Settling the Score

One of the things that has made Sir Charles Mackerras the figure that he is in music today, is his meticulous attention to the composer’s written intentions. Sir Charles is not the kind of musician who will accept that what he sees in an Edited Score is necessarily the correct reading of the composer’s intentions. He prefers to verify it himself.
As a note of explanation, where the original autograph of, let’s say, a Mozart Symphony exists, there should be reliable later printed Editions, taken from that autograph. However, it may be that the early printed editions, no matter how closely they date to the original, contain errors. If later versions are taken from these editions rather than the autograph, (or if no autograph exists) then errors can be passed down, played and recorded, for generations of performance.
Hence, an entire profession of musical academics have a subject for their PhDs, and hence, as a performer, you will spend a lot of time worrying about whether to play a melody with or without a slur, with or without ‘staccato‘ dots above the notes, what do the dots really mean anyway, and are you sure that they weren‘t actually dashes written with a quill in a hurry to meet the patron‘s deadline?
In the end, you do have to make choices and interpretations, but Sir Charles insists on them being informed. He has made it his life’s work to inspect as many of Mozart’s originals as possible. This has taken him to library vaults all over the world, and the homes of collectors.
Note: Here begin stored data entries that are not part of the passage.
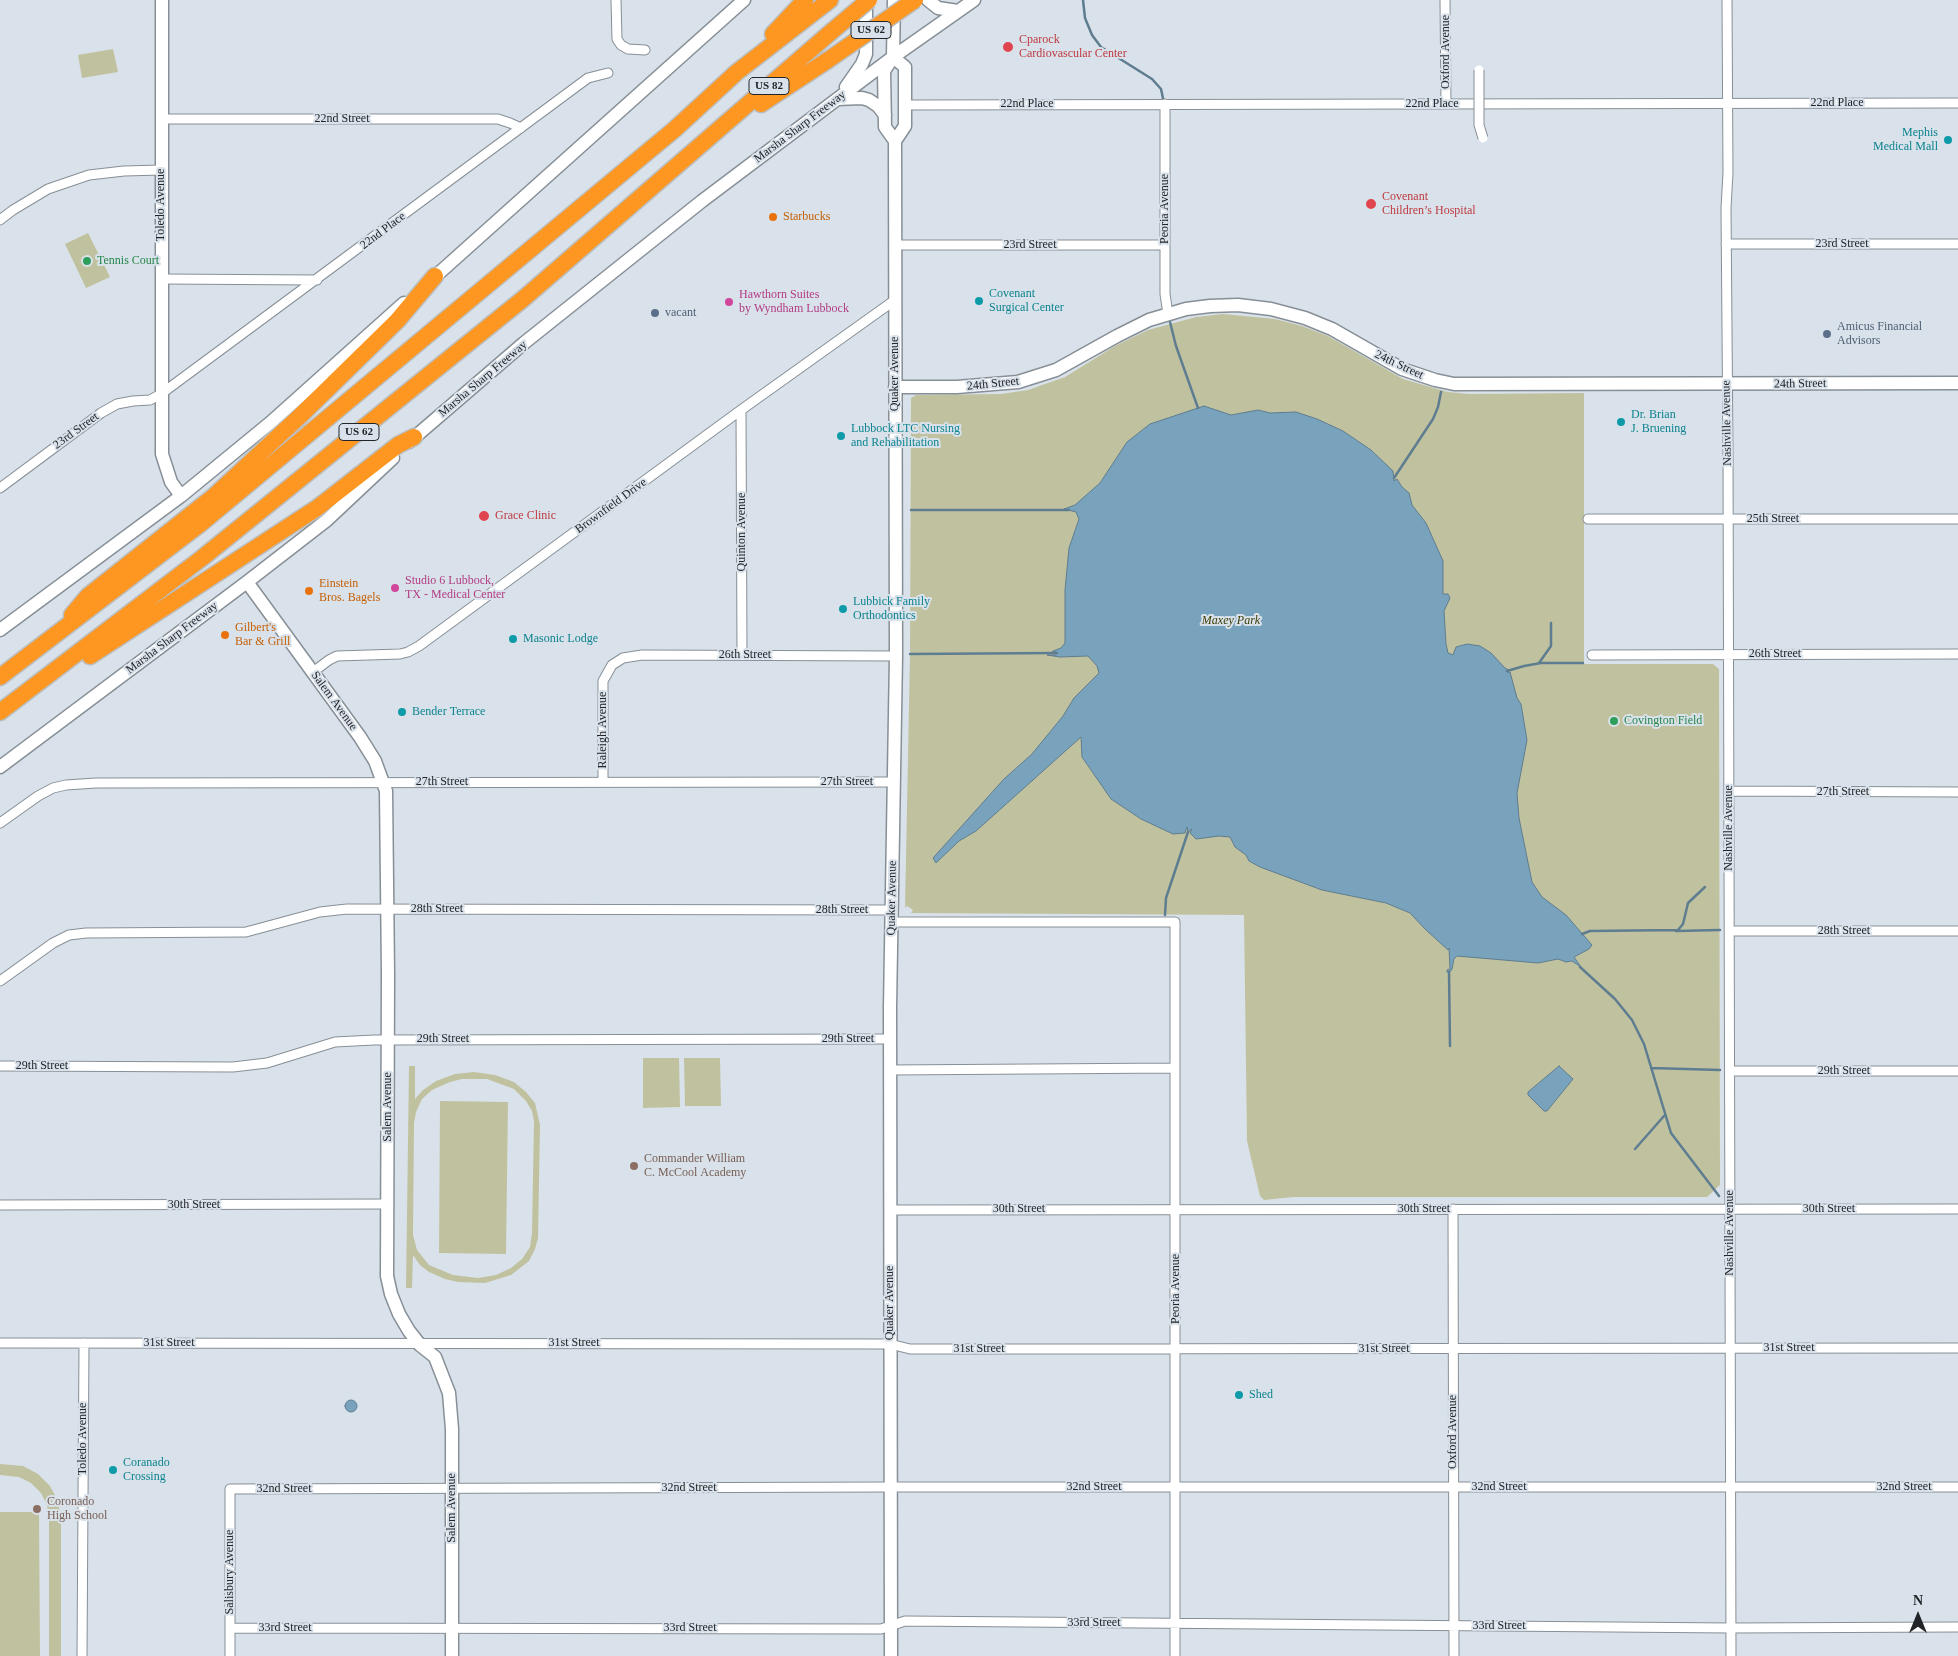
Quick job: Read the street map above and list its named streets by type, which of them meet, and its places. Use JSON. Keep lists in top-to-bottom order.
{
  "streets": {
    "highway": ["US 62", "US 82"],
    "main road": [
      "Marsha Sharp Freeway",
      "Toledo Avenue",
      "24th Street",
      "Quaker Avenue",
      "Salem Avenue"
    ],
    "street": [
      "Oxford Avenue",
      "22nd Place",
      "22nd Street",
      "Peoria Avenue",
      "23rd Street",
      "Nashville Avenue",
      "Brownfield Drive",
      "25th Street",
      "Quinton Avenue",
      "26th Street",
      "Raleigh Avenue",
      "27th Street",
      "28th Street",
      "29th Street",
      "30th Street",
      "31st Street",
      "32nd Street",
      "Salisbury Avenue",
      "33rd Street"
    ]
  },
  "crossings": [
    ["US 62", "US 82"],
    ["Oxford Avenue", "22nd Place"],
    ["Oxford Avenue", "30th Street"],
    ["Oxford Avenue", "31st Street"],
    ["Oxford Avenue", "32nd Street"],
    ["Oxford Avenue", "33rd Street"],
    ["22nd Place", "22nd Street"],
    ["22nd Place", "Toledo Avenue"],
    ["22nd Place", "Peoria Avenue"],
    ["22nd Place", "23rd Street"],
    ["22nd Place", "Quaker Avenue"],
    ["22nd Place", "Nashville Avenue"],
    ["22nd Street", "Toledo Avenue"],
    ["Marsha Sharp Freeway", "Quaker Avenue"],
    ["Marsha Sharp Freeway", "Salem Avenue"],
    ["Toledo Avenue", "23rd Street"],
    ["Toledo Avenue", "31st Street"],
    ["Peoria Avenue", "23rd Street"],
    ["Peoria Avenue", "24th Street"],
    ["Peoria Avenue", "28th Street"],
    ["Peoria Avenue", "30th Street"],
    ["Peoria Avenue", "31st Street"],
    ["Peoria Avenue", "32nd Street"],
    ["Peoria Avenue", "33rd Street"],
    ["23rd Street", "Quaker Avenue"],
    ["23rd Street", "Nashville Avenue"],
    ["24th Street", "Quaker Avenue"],
    ["24th Street", "Nashville Avenue"],
    ["Quaker Avenue", "Brownfield Drive"],
    ["Quaker Avenue", "26th Street"],
    ["Quaker Avenue", "27th Street"],
    ["Quaker Avenue", "28th Street"],
    ["Quaker Avenue", "29th Street"],
    ["Quaker Avenue", "30th Street"],
    ["Quaker Avenue", "31st Street"],
    ["Quaker Avenue", "32nd Street"],
    ["Quaker Avenue", "33rd Street"],
    ["Nashville Avenue", "25th Street"],
    ["Nashville Avenue", "26th Street"],
    ["Nashville Avenue", "27th Street"],
    ["Nashville Avenue", "28th Street"],
    ["Nashville Avenue", "29th Street"],
    ["Nashville Avenue", "30th Street"],
    ["Nashville Avenue", "31st Street"],
    ["Nashville Avenue", "32nd Street"],
    ["Nashville Avenue", "33rd Street"],
    ["Brownfield Drive", "Quinton Avenue"],
    ["Brownfield Drive", "Salem Avenue"],
    ["Quinton Avenue", "26th Street"],
    ["26th Street", "Raleigh Avenue"],
    ["Salem Avenue", "27th Street"],
    ["Salem Avenue", "28th Street"],
    ["Salem Avenue", "29th Street"],
    ["Salem Avenue", "30th Street"],
    ["Salem Avenue", "31st Street"],
    ["Salem Avenue", "32nd Street"],
    ["Salem Avenue", "33rd Street"],
    ["Raleigh Avenue", "27th Street"],
    ["32nd Street", "Salisbury Avenue"],
    ["Salisbury Avenue", "33rd Street"]
  ],
  "parks": ["Maxey Park"],
  "places": [
    "Cparock Cardiovascular Center",
    "Mephis Medical Mall",
    "Covenant Children’s Hospital",
    "Starbucks",
    "Tennis Court",
    "Covenant Surgical Center",
    "Hawthorn Suites by Wyndham Lubbock",
    "vacant",
    "Amicus Financial Advisors",
    "Dr. Brian J. Bruening",
    "Lubbock LTC Nursing and Rehabilitation",
    "Grace Clinic",
    "Studio 6 Lubbock, TX - Medical Center",
    "Einstein Bros. Bagels",
    "Lubbick Family Orthodontics",
    "Gilbert's Bar & Grill",
    "Masonic Lodge",
    "Bender Terrace",
    "Covington Field",
    "Commander William C. McCool Academy",
    "Shed",
    "Coranado Crossing",
    "Coronado High School"
  ],
  "north": "top"
}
We hear stories of an eccentric collector who wouldn’t allow anyone to see the autograph until she died and her collection was donated to the nation, of Sir Charles finding himself behind the Berlin Wall with access to all the collections held in Communist Europe, of discovering one of Mozart’s hairs stuck to an inserted correction made by the great genius himself.
So as a result, when Sir Charles insists that we play from his own collection of extensively corrected and constantly revised parts, we know why. [These parts were all bought by Sir Charles out of his salary from the East Berlin Staatsoper, when the East German Mark could not be spent in the West.]
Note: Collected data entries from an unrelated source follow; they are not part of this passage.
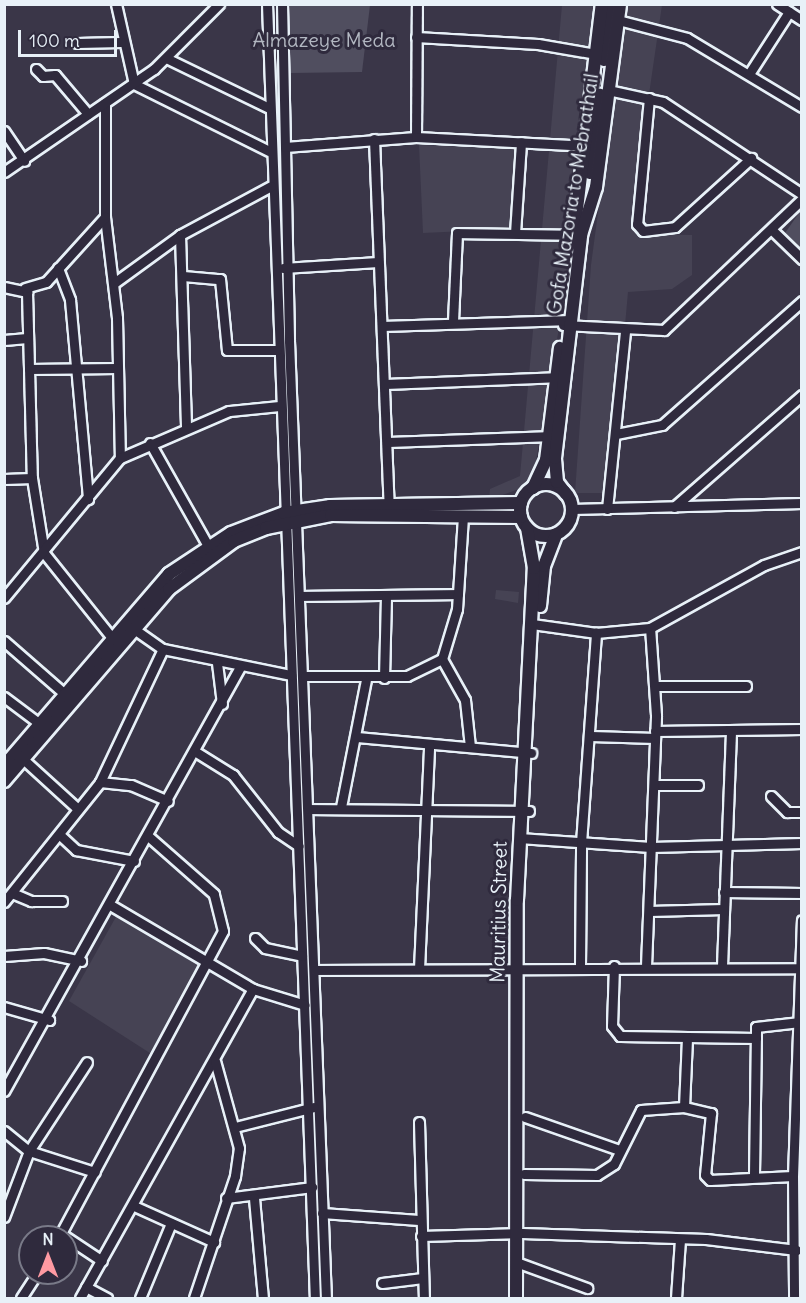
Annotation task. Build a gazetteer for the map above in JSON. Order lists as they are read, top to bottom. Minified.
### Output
{"streets":{"main road":["Gofa Mazoria to Mebrathail","Mauritius Street"]},"crossings":[["Gofa Mazoria to Mebrathail","Mauritius Street"]],"parks":["Almazeye Meda"],"scale_bar":"100 m","north":"top"}
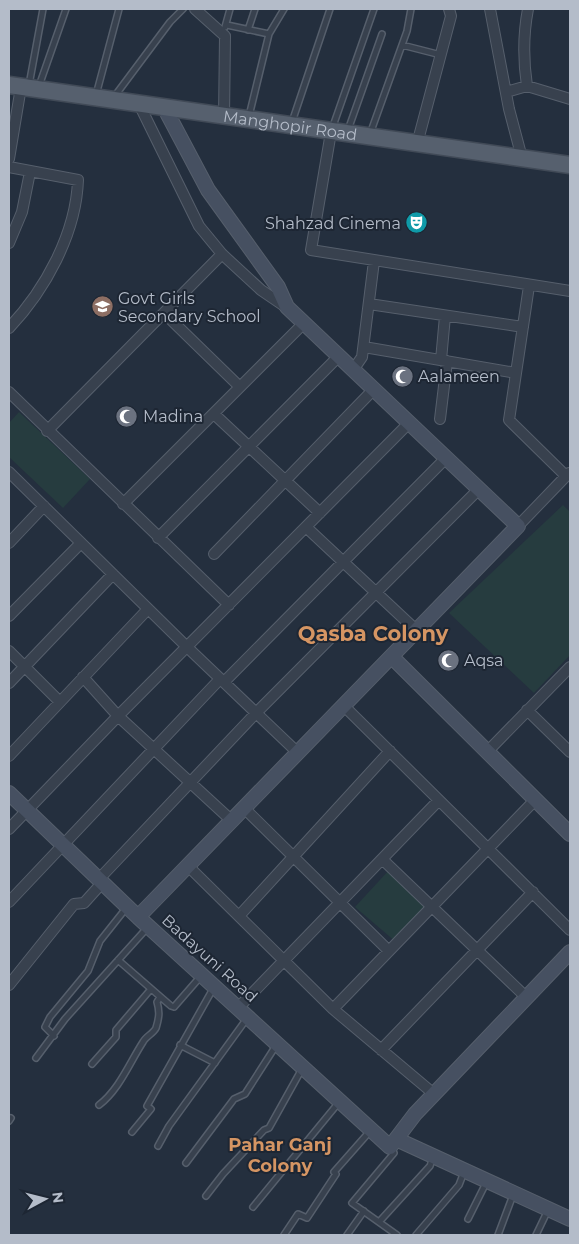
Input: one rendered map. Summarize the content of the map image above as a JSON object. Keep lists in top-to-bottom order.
{
  "streets": {
    "main road": ["Manghopir Road"],
    "street": ["Badayuni Road"]
  },
  "districts": ["Qasba Colony", "Pahar Ganj Colony"],
  "places": {
    "theatre": ["Shahzad Cinema"],
    "school or university": ["Govt Girls Secondary School"],
    "mosque": ["Aalameen", "Madina", "Aqsa"]
  },
  "north": "right"
}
And even yesterday, into his 85th year, when our viola player Brian Schiele presented Sir Charles with a score for Mozart’s 29th Symphony taken from an autograph that he hadn’t seen, Sir Charles was immediately ready to revise and correct his own parts, such is his great and lifelong passion for wanting to get as close as possible to the music.
Photo: Zoe warms up while Brian and Sir Charles discuss editions.